Consequences of biased character discovery on a model phylogeny of B. anthracis with no homoplasy (see Table 2). Phylogenetic results using strains “2” and “26” for discovery (A) and “16” and “26” as discovery strains (B) exhibit the expected collapse of secondary branching and the retention of node positions (Right). (Left) The original tree is shown, with the discovery pathways designated in red. Reference strains are denoted with a yellow circle, and major clade designations are indicated with color as for Fig. 2.

Fig. 5.

Five diverse strains selected for whole-genome sequencing (yellow circles). (A) Phylogenetic locations of these five strains are shown with 21 other diverse B. anthracis strains (see Fig. 2). (B) High-quality sequences of four strains were compared to strain 26, the Ames strain. (C) The number of SNPs detected from these comparisons and the number of SNPs shared between comparisons (circled) are shown and can be used to accurately estimate evolutionary distances and phylogenetic topology. The approximate position of the phylogenetic root (from Fig. 6E) is denoted with a red circle.

Fig. 6.

Four linear phylogenies and a composite dendrogram.
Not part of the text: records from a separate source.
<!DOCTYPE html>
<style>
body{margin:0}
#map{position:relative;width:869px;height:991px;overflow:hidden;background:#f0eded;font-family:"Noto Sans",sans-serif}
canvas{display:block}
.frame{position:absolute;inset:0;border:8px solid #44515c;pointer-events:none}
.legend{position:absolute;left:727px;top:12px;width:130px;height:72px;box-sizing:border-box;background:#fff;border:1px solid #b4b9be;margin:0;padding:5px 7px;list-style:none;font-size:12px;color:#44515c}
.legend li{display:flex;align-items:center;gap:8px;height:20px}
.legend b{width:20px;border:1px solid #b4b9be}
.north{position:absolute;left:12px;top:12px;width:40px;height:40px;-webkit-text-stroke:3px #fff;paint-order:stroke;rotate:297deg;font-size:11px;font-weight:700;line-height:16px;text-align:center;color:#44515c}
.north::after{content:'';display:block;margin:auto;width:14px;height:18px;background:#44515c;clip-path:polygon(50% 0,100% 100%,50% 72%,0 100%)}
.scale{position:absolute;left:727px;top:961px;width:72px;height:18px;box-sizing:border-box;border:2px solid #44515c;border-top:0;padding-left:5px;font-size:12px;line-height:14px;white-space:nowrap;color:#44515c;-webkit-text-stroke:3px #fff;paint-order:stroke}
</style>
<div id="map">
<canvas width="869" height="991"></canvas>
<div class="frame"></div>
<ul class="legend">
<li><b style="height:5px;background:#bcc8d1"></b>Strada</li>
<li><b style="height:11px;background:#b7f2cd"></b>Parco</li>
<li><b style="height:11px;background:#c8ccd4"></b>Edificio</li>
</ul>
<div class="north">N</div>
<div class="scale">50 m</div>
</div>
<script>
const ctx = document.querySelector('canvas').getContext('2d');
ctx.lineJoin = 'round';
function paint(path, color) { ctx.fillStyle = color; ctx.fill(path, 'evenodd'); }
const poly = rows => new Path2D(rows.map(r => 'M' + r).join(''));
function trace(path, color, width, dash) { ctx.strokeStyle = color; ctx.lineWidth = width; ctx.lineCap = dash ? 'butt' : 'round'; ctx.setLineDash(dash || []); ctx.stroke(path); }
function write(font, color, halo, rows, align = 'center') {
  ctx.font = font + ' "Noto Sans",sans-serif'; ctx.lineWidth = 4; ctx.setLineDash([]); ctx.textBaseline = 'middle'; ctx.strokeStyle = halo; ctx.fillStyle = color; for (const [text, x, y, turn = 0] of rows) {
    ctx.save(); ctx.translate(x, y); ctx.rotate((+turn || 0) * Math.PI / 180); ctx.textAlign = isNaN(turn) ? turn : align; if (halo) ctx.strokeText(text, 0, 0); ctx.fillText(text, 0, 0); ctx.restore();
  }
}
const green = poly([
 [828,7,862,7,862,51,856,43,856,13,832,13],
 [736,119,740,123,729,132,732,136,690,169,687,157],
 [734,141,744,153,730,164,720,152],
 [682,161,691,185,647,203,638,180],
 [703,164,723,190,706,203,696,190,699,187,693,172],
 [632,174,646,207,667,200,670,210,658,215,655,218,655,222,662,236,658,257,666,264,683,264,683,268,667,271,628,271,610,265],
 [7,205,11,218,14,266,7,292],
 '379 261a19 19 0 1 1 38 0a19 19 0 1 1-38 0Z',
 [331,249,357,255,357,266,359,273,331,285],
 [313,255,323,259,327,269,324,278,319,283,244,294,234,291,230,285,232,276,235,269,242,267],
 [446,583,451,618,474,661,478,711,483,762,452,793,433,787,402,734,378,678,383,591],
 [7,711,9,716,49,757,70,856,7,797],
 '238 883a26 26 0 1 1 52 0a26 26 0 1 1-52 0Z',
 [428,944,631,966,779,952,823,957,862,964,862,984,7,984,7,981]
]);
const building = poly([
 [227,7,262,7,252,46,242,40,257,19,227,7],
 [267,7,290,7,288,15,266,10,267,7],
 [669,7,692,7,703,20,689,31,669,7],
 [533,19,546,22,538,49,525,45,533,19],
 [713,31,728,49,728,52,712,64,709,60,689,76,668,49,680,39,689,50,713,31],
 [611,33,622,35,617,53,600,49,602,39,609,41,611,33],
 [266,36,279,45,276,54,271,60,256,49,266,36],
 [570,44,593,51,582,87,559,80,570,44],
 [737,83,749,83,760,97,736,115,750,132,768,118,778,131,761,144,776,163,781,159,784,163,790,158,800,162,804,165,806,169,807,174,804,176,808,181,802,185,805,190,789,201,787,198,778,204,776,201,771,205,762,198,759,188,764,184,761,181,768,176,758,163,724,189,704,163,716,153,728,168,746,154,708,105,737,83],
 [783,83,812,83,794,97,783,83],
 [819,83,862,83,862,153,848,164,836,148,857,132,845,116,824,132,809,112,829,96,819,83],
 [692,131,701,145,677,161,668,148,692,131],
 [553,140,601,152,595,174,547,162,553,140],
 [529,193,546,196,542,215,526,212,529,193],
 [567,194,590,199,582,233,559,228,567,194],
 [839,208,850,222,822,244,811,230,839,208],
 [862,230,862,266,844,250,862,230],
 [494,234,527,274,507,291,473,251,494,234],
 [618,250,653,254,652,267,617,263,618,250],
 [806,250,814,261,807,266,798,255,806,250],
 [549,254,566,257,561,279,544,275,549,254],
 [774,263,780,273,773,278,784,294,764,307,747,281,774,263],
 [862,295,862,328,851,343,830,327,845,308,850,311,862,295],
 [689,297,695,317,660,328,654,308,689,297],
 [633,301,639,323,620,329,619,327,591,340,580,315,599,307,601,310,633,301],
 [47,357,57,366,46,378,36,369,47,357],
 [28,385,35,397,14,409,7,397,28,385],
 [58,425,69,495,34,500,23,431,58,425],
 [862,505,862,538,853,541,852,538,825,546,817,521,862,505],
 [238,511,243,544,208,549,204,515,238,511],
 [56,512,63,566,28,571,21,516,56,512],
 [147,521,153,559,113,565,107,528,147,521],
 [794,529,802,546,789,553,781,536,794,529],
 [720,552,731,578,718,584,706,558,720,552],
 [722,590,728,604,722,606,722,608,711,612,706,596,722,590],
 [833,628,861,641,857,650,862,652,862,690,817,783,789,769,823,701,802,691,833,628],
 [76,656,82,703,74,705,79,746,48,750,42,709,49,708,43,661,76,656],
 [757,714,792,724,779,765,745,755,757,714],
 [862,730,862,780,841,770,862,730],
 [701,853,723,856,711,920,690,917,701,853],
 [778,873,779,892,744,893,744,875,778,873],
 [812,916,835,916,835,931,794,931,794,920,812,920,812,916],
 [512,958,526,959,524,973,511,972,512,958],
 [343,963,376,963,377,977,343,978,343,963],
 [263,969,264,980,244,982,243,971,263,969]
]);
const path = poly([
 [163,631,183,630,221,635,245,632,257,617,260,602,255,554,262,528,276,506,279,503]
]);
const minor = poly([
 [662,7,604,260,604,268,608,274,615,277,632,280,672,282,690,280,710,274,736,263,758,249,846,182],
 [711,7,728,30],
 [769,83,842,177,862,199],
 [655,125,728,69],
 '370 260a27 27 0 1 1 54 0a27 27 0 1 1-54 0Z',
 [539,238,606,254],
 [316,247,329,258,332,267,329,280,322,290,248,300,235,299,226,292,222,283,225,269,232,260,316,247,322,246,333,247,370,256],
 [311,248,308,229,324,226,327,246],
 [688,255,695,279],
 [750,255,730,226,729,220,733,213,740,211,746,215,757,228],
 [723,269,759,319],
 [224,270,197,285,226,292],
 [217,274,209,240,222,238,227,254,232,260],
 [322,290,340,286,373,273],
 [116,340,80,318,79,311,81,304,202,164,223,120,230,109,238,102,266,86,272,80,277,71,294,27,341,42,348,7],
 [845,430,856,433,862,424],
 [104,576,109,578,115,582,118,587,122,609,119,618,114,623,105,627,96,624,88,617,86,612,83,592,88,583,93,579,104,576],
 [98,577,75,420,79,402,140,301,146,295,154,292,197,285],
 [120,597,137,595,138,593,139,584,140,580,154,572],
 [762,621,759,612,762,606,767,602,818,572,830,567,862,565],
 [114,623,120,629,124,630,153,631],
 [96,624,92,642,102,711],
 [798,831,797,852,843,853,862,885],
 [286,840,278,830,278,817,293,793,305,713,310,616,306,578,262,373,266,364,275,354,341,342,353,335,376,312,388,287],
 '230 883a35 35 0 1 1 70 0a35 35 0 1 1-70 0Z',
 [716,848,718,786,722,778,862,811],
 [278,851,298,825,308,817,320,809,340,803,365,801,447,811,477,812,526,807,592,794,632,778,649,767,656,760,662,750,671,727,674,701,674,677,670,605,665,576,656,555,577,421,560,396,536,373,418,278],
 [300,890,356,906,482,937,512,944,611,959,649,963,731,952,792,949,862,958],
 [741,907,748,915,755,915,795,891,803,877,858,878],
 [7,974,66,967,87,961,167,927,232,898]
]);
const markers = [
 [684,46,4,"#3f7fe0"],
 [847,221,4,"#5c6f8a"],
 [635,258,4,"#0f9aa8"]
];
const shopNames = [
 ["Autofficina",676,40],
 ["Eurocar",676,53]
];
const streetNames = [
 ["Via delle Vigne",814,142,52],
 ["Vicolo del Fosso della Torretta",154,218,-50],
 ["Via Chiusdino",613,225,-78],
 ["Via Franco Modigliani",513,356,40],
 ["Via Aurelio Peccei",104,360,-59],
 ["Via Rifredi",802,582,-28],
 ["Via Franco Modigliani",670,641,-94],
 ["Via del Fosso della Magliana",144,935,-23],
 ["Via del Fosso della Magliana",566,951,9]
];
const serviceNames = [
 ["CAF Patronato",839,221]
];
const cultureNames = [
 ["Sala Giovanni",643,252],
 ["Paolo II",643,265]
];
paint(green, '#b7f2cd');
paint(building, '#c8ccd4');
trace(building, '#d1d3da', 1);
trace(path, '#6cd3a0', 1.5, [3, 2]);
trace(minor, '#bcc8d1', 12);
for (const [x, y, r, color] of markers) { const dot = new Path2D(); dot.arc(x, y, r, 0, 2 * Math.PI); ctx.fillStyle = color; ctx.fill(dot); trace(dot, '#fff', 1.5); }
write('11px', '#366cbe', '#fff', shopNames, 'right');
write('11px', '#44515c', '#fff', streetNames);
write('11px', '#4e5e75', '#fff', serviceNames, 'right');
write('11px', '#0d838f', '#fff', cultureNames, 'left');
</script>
Phylogenetic reconstructions using SNP loci discovered between strains 2 and 26 (A), 5 and 26 (B), 1 and 26 (C), and 16 and 26 (D) are shown. As predicted, only characters lying on the connecting evolutionary pathway between reference strains (Inset; denoted by yellow circles) were discovered. (E) A combined tree made by merging the four previous trees and standardizing branch lengths by using weighted average lengths of shared branches (branch lengths were weighted by the percentage of SNPs assayed out of the total number of SNPs discovered). Each phylogenetic tree is rooted with the outgroup (OTUs 27–29). Note the consistent grouping of strains and relative internodal distances across trees. Only one character in this study was homoplastic with one character state that was incompatible with all other loci.